The season finale of Breaking Bad this week was basiclaly like a big ol’ punch in the face.
I don’t mean that in a bad way.
For weeks now, we’ve been teased with images of body bags, a charred pink teddy bear in the White family pool and men in haz-mat suits at their home.
Who was dead?
What blew up?
Did Walt really bring the meth-making into his home?
Were Skylar or – goodness, no! – the new baby killed?
And then, midway through the finale, whammo, the reality became brutally apparent.
Jane’s father goes back to work. He’s distracted.
He’s an air traffic controller.
Boom.
Two planes collide way up in the sky, more or less directly over the Whites’ home.
It is, of course, all because Walter White made a decision. A series of decisions, actually.
A decision to cook meth and sell it with Jessie.
A decision to lie about, well, everything, to Skylar.
A decision to not save Jane.
All the decisions Walter has made over the past two seasons have begun to bear fruit, and it’s all rotten to the core.

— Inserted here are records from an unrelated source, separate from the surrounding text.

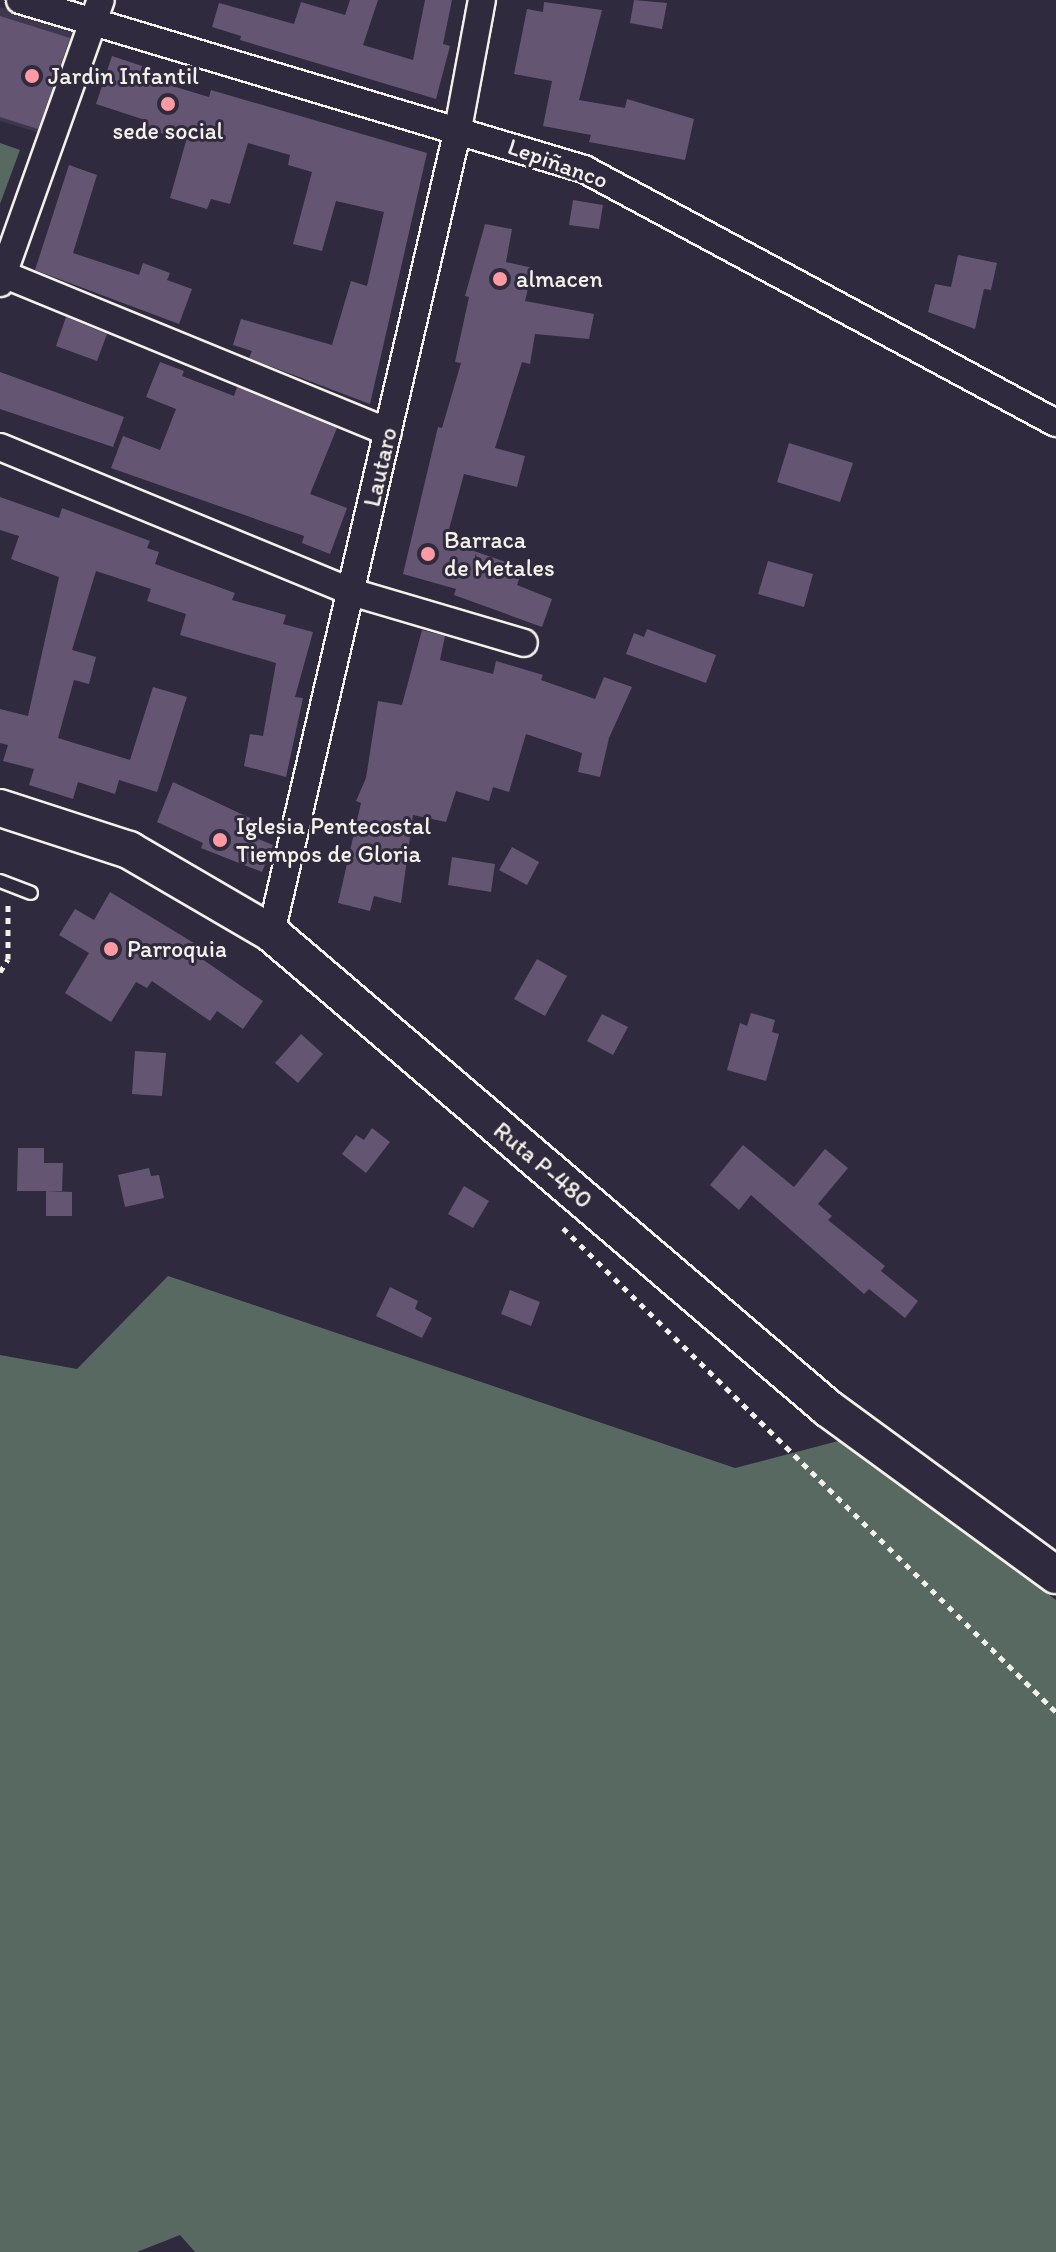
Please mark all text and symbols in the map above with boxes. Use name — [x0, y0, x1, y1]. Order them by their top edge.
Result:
place label: Jardin Infantil — [48, 62, 199, 90]
marker: Jardin Infantil — [23, 67, 41, 85]
marker: sede social — [159, 95, 177, 113]
place label: sede social — [112, 117, 224, 145]
street label: Lepiñanco — [504, 132, 612, 194]
place label: almacen — [516, 265, 603, 293]
marker: almacen — [491, 270, 509, 288]
street label: Lautaro — [357, 425, 403, 509]
place label: Barraca de Metales — [444, 526, 554, 582]
marker: Barraca de Metales — [419, 545, 437, 563]
place label: Iglesia Pentecostal Tiempos de Gloria — [236, 812, 431, 868]
marker: Iglesia Pentecostal Tiempos de Gloria — [211, 831, 229, 849]
place label: Parroquia — [127, 935, 227, 963]
marker: Parroquia — [102, 940, 120, 958]
street label: Ruta P-480 — [488, 1116, 598, 1214]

When he went to find Jessie, Walter saw the effects of longterm heroin use. Junkies having sex with immobilized junkies. Emaciated junkies. Jessie so stoned he didn’t even know Walter was there.
Walter Jr. goes on television telling people about how wonderful all these anonymous donors are, giving money to help his wonderful, decent, good father.
Skylar, confused because Walter let it slip that he had more than one cell phone as he faded under the influence of anaesthesia, asked one question and then another and another until all she knew about her husband was that he had been lying for months, though she still didn’t know about what. And now she’s leaving him.
And then, finally, a father engulfed in grief, gives a pilot wrong coordinates by saying his daughter’s name instead of another code and two passenger jets collided over Walter White’s house in a fiery ball, killing everyone on board.
And there were children.
The opening scene, where the eyeball in the pool is sucked into the filter and you don’t know yet if that’s a human eyeball, was perhaps the most emotionally brutal thing I’ve ever seen on television.
And yet I couldn’t tear myself away.
Vince Gilligan, thanks for two seasons of this amazing show.